* WHAT IS EXPECTED
Show all lines of the listing that hold the word "dasharray".

--

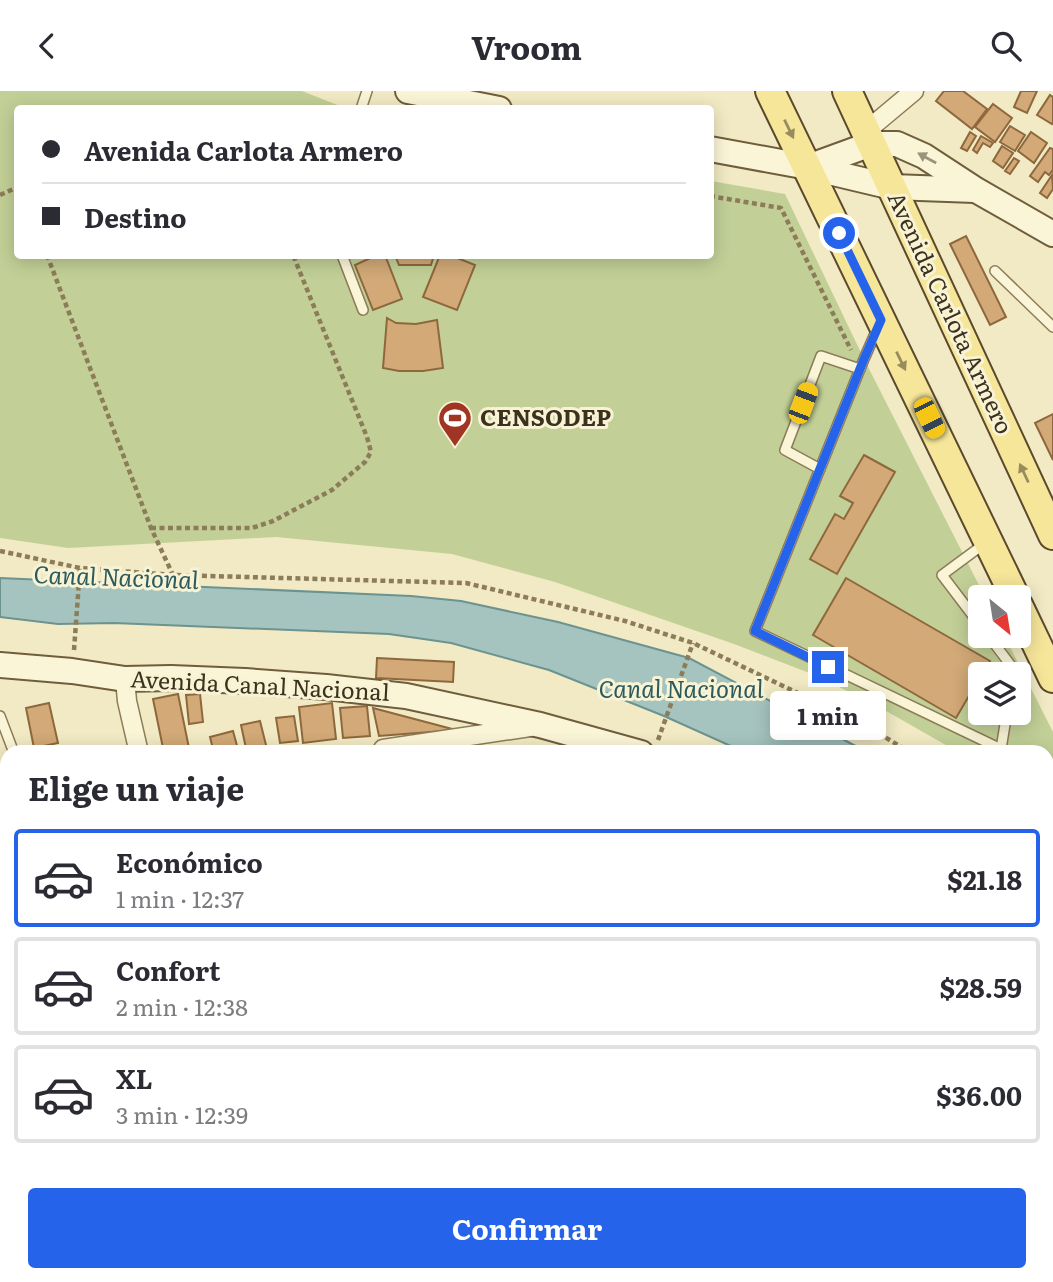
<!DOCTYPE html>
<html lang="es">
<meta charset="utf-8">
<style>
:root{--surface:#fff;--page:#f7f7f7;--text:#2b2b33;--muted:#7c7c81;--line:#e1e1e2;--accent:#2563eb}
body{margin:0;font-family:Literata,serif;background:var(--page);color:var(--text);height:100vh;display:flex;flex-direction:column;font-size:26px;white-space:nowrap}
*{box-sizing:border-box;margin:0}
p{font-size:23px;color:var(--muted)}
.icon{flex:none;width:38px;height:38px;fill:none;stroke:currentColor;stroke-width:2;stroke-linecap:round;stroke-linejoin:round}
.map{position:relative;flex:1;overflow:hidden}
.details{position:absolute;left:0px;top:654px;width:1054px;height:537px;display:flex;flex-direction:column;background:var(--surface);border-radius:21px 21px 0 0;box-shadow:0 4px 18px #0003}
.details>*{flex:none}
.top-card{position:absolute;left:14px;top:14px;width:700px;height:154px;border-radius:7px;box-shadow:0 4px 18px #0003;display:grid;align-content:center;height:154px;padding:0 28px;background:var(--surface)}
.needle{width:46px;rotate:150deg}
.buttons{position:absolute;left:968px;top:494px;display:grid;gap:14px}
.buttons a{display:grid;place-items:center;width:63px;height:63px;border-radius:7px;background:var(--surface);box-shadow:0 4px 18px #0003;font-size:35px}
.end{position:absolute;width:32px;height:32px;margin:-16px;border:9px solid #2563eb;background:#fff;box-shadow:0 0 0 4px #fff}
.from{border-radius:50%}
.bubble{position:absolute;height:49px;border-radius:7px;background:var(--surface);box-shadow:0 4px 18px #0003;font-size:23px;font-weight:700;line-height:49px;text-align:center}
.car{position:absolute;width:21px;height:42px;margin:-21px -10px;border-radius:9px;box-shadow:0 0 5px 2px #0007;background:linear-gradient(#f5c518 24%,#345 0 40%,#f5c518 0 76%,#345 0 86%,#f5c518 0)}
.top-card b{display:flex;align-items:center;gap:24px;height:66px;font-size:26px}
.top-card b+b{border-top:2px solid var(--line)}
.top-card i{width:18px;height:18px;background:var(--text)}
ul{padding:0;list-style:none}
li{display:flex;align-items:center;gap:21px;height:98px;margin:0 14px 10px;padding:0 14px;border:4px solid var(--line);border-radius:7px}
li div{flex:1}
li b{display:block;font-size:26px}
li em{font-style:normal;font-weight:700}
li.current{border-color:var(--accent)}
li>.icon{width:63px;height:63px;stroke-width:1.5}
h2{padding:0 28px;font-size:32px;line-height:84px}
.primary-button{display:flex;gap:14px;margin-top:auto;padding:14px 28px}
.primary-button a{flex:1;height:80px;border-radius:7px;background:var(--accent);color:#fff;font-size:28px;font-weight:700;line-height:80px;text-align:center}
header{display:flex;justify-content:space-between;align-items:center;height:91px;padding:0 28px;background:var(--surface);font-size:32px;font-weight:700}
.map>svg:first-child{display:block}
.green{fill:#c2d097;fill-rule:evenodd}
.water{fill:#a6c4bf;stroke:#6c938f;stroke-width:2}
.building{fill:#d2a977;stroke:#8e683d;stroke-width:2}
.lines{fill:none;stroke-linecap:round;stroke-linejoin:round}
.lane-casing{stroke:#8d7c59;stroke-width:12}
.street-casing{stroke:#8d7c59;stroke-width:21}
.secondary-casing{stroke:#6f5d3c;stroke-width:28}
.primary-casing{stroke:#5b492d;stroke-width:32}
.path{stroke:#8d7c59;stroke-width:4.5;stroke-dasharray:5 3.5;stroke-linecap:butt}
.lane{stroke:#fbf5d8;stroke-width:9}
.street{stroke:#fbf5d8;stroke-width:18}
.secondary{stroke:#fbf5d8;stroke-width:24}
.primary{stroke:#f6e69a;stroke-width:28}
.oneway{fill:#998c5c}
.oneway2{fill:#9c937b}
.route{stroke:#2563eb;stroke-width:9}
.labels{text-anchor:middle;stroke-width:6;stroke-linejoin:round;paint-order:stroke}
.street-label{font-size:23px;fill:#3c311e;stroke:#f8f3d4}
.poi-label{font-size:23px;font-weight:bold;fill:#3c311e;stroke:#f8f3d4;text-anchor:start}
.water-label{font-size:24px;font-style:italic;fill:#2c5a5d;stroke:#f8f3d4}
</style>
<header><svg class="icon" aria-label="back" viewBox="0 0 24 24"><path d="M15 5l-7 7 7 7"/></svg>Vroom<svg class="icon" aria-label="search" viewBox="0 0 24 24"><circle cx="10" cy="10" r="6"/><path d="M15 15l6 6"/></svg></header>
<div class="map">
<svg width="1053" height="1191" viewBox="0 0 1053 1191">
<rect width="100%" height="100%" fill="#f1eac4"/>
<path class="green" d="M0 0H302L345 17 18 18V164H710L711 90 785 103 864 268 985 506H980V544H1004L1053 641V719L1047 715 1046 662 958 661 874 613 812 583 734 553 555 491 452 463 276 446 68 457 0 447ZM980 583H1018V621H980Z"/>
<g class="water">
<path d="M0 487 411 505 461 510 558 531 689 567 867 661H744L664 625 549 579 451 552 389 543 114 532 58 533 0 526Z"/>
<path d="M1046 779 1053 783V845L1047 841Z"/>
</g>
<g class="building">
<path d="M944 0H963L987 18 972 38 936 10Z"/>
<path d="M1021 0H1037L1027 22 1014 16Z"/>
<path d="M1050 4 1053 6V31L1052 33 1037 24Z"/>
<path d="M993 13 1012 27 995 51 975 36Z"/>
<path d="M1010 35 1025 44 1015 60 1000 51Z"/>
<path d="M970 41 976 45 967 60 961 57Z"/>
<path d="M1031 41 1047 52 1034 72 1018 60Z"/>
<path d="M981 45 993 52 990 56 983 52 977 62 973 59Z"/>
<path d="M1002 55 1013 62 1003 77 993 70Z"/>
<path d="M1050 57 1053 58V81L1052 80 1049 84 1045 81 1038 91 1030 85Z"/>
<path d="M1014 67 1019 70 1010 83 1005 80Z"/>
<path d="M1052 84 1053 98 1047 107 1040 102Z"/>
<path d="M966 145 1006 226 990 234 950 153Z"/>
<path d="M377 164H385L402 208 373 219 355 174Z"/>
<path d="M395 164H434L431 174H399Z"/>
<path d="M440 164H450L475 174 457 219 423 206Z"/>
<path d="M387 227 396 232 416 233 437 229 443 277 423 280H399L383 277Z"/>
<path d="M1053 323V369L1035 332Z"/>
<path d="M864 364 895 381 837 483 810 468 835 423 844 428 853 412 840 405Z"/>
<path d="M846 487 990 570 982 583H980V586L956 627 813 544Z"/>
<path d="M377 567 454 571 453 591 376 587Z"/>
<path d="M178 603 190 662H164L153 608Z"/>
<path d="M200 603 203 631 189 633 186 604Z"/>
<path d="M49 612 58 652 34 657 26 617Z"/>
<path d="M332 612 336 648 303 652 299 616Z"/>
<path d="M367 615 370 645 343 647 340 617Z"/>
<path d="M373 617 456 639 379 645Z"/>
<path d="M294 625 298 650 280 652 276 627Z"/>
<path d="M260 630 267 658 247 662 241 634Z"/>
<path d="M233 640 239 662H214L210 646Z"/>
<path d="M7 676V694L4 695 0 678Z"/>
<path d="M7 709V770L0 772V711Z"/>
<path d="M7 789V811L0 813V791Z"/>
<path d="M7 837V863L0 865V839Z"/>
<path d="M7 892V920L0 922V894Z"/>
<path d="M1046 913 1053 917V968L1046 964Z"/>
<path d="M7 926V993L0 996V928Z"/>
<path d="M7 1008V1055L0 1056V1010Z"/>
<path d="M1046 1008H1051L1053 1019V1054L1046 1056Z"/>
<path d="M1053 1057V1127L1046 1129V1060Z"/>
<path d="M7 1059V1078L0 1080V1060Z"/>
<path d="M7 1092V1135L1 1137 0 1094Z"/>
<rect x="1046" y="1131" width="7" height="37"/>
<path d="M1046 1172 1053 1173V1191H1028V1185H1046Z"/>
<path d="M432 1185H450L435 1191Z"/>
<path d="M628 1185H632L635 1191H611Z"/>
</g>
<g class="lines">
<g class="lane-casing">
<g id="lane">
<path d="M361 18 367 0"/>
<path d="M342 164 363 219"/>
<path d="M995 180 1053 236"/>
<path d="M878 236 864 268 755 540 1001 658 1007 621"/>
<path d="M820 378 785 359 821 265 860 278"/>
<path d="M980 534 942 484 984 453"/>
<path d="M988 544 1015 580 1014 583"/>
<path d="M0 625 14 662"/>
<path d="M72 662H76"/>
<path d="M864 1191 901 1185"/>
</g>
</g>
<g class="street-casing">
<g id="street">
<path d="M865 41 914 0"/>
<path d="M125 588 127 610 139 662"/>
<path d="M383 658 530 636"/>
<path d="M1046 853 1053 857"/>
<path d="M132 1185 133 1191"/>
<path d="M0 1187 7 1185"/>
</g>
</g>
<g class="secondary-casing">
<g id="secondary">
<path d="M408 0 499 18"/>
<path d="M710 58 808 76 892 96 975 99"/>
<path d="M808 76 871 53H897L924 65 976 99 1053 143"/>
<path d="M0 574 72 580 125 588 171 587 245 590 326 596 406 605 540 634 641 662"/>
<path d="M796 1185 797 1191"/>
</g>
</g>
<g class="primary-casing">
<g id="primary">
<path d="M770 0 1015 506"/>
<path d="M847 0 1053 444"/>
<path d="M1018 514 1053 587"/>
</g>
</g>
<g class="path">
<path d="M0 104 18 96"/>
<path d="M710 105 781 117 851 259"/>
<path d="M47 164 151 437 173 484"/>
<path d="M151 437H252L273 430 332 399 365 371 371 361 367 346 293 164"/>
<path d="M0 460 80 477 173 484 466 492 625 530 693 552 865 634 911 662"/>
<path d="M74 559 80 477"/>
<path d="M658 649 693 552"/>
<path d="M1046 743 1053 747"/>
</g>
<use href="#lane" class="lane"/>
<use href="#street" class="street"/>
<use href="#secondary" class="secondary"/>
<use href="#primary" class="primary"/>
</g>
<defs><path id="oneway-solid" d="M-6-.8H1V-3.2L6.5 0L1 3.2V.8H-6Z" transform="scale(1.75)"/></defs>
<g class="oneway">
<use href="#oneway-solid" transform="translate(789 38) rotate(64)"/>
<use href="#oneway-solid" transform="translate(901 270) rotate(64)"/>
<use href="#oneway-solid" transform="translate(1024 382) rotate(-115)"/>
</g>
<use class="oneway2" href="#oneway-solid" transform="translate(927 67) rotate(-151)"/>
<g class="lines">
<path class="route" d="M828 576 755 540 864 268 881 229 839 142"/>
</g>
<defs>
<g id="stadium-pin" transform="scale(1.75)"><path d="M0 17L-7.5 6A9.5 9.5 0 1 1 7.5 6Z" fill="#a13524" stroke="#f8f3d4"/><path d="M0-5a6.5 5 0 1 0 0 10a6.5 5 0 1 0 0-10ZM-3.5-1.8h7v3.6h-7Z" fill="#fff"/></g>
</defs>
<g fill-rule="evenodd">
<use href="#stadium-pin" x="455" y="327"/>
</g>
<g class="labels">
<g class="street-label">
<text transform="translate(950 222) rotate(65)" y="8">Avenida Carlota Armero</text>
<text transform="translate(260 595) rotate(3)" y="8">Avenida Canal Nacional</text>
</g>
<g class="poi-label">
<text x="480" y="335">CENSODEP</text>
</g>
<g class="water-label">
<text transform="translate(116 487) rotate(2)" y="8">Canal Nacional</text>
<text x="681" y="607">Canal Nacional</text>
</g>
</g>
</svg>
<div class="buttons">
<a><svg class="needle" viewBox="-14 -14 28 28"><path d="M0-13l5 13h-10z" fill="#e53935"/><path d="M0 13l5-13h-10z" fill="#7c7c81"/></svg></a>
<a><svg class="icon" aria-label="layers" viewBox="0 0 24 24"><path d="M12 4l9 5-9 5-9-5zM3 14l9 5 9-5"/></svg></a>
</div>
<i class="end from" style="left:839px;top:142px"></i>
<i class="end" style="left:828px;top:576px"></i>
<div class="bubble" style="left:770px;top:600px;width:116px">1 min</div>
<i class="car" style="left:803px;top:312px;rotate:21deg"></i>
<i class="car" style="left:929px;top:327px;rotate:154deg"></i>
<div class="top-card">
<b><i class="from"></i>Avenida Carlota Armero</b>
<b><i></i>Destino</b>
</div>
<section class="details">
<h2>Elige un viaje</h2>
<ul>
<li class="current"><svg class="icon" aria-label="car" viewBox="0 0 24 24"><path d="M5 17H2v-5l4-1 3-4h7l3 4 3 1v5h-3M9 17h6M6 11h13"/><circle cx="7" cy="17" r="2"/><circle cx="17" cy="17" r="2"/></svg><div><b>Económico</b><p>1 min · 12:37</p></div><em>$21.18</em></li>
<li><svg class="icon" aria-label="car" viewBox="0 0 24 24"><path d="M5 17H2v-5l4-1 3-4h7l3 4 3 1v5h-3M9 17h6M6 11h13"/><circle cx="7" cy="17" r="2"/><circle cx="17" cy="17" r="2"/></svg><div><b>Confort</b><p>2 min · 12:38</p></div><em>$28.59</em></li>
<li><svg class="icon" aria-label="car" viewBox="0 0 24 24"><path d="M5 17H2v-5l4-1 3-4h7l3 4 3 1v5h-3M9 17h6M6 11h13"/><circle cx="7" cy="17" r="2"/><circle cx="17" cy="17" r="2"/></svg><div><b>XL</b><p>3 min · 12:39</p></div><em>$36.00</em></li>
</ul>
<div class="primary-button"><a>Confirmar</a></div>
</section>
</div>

--

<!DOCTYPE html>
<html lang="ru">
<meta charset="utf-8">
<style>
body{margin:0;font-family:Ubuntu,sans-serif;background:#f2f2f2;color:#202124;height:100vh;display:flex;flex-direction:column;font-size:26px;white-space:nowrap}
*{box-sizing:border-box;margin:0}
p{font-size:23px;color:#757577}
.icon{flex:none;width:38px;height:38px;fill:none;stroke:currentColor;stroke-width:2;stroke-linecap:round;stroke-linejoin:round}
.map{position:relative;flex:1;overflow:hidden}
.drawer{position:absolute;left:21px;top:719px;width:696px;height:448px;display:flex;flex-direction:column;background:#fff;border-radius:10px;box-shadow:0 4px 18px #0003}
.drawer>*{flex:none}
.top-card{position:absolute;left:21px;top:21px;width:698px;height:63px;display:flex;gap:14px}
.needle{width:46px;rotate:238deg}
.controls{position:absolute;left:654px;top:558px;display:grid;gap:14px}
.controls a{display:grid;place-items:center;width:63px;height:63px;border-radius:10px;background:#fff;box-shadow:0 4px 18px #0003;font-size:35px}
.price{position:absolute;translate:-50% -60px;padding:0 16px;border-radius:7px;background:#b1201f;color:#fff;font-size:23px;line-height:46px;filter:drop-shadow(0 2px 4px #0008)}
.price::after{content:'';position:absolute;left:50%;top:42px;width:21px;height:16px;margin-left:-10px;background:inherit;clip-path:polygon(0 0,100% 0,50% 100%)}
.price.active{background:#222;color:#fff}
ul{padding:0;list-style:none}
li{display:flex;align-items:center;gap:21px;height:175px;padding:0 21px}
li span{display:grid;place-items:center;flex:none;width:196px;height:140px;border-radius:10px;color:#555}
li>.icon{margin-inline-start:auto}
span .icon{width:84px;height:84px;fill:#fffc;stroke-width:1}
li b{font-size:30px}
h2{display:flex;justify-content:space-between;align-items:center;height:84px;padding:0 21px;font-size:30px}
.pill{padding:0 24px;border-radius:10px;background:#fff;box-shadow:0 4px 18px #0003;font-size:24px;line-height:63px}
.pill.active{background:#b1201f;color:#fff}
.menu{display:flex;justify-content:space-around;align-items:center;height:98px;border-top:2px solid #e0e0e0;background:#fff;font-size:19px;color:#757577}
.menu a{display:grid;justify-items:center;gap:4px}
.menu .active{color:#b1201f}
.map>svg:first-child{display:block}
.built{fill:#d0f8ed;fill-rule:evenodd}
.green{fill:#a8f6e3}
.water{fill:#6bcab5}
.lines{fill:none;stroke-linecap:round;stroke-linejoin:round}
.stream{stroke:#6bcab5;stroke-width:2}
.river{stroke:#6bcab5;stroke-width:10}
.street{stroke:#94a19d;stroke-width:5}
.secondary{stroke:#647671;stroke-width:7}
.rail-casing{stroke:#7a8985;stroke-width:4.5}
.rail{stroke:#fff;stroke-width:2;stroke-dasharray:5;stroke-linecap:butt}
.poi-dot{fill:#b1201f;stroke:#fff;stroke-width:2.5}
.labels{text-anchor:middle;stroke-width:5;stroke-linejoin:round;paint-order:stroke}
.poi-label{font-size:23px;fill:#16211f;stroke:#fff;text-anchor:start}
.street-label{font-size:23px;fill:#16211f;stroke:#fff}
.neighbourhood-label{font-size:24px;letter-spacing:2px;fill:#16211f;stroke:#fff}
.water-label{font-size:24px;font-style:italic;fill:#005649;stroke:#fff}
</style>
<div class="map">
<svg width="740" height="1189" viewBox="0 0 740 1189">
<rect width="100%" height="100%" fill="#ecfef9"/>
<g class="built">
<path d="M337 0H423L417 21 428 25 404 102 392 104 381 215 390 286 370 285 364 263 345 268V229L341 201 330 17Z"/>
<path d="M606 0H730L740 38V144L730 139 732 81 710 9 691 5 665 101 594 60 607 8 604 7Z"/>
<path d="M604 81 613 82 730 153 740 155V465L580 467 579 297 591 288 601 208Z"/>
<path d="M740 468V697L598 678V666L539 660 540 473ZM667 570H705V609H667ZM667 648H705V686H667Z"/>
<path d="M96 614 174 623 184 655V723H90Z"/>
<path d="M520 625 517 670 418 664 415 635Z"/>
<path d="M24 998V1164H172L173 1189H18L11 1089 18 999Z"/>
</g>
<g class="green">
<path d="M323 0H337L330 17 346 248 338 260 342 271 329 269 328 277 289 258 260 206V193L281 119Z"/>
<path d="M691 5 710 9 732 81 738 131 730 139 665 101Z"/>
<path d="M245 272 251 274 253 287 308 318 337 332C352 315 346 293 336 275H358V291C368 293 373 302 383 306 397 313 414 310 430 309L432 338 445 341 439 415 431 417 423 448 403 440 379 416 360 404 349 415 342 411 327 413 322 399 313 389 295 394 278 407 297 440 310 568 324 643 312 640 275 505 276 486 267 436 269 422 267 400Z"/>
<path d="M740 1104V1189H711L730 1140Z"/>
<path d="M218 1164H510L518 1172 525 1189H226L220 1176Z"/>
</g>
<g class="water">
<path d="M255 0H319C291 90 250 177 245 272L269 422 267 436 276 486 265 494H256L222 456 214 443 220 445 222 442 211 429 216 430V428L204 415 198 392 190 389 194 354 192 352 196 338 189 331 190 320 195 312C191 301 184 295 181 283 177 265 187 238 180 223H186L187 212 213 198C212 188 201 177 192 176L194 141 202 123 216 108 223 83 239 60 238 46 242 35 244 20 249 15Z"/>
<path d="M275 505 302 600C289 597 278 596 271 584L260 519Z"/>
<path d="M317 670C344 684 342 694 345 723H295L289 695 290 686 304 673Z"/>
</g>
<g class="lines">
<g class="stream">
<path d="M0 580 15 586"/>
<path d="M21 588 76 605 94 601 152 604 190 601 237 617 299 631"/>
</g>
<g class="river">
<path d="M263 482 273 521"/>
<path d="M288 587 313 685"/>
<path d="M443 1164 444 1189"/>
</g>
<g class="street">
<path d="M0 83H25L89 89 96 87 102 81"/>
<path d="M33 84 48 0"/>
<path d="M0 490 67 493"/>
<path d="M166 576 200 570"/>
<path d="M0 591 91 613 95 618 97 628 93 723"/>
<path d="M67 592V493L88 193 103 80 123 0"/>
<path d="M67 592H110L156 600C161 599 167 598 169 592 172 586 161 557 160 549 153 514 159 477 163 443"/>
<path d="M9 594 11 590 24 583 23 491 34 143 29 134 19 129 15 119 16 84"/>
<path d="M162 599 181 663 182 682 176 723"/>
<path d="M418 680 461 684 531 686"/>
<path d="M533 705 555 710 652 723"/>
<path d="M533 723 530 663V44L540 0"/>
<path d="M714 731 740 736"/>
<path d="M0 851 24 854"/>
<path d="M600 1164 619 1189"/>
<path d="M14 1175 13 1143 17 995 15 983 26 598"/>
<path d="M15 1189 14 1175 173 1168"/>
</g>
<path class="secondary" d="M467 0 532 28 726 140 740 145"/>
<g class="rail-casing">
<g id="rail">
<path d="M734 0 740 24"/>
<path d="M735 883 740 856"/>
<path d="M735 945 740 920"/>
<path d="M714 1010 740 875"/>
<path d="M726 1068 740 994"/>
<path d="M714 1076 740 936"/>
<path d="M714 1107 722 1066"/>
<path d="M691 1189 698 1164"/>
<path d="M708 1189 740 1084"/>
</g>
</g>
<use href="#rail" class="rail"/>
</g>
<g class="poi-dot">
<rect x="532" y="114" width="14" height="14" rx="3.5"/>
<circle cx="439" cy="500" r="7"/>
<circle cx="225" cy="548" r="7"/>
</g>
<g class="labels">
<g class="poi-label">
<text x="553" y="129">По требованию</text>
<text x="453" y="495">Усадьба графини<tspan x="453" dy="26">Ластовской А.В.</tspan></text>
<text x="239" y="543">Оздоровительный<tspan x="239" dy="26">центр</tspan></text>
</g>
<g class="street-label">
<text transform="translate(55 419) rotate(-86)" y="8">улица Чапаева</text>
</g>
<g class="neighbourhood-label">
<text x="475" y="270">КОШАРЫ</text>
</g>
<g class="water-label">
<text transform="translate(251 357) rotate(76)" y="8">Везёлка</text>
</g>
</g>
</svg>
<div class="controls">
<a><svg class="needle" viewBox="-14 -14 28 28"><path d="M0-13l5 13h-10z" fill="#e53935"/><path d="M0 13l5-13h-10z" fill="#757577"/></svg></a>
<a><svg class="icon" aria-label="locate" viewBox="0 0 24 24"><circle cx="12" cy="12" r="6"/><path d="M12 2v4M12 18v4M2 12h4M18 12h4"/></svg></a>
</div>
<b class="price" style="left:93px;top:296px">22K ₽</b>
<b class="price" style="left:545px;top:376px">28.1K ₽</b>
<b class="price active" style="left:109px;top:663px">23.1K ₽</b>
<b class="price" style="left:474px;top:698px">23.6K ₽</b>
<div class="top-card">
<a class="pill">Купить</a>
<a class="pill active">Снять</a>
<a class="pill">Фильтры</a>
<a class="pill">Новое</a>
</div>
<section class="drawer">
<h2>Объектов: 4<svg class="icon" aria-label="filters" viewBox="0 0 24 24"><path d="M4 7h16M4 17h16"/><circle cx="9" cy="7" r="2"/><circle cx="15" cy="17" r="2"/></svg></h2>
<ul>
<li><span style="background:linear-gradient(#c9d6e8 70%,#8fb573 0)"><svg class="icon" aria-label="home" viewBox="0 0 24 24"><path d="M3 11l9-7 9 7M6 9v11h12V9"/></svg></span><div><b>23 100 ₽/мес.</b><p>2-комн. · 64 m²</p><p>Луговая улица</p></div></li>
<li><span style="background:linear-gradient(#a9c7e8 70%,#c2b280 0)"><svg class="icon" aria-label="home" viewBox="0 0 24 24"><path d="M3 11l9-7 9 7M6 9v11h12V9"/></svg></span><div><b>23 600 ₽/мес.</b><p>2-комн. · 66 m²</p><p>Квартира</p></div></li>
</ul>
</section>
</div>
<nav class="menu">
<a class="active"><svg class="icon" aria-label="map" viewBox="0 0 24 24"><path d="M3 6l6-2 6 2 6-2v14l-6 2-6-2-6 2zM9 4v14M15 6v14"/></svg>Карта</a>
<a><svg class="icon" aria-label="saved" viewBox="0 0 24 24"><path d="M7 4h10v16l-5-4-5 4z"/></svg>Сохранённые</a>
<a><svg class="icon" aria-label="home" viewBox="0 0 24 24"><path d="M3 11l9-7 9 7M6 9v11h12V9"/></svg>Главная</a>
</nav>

--

* SOLUTION
.path{stroke:#8d7c59;stroke-width:4.5;stroke-dasharray:5 3.5;stroke-linecap:butt}
.rail{stroke:#fff;stroke-width:2;stroke-dasharray:5;stroke-linecap:butt}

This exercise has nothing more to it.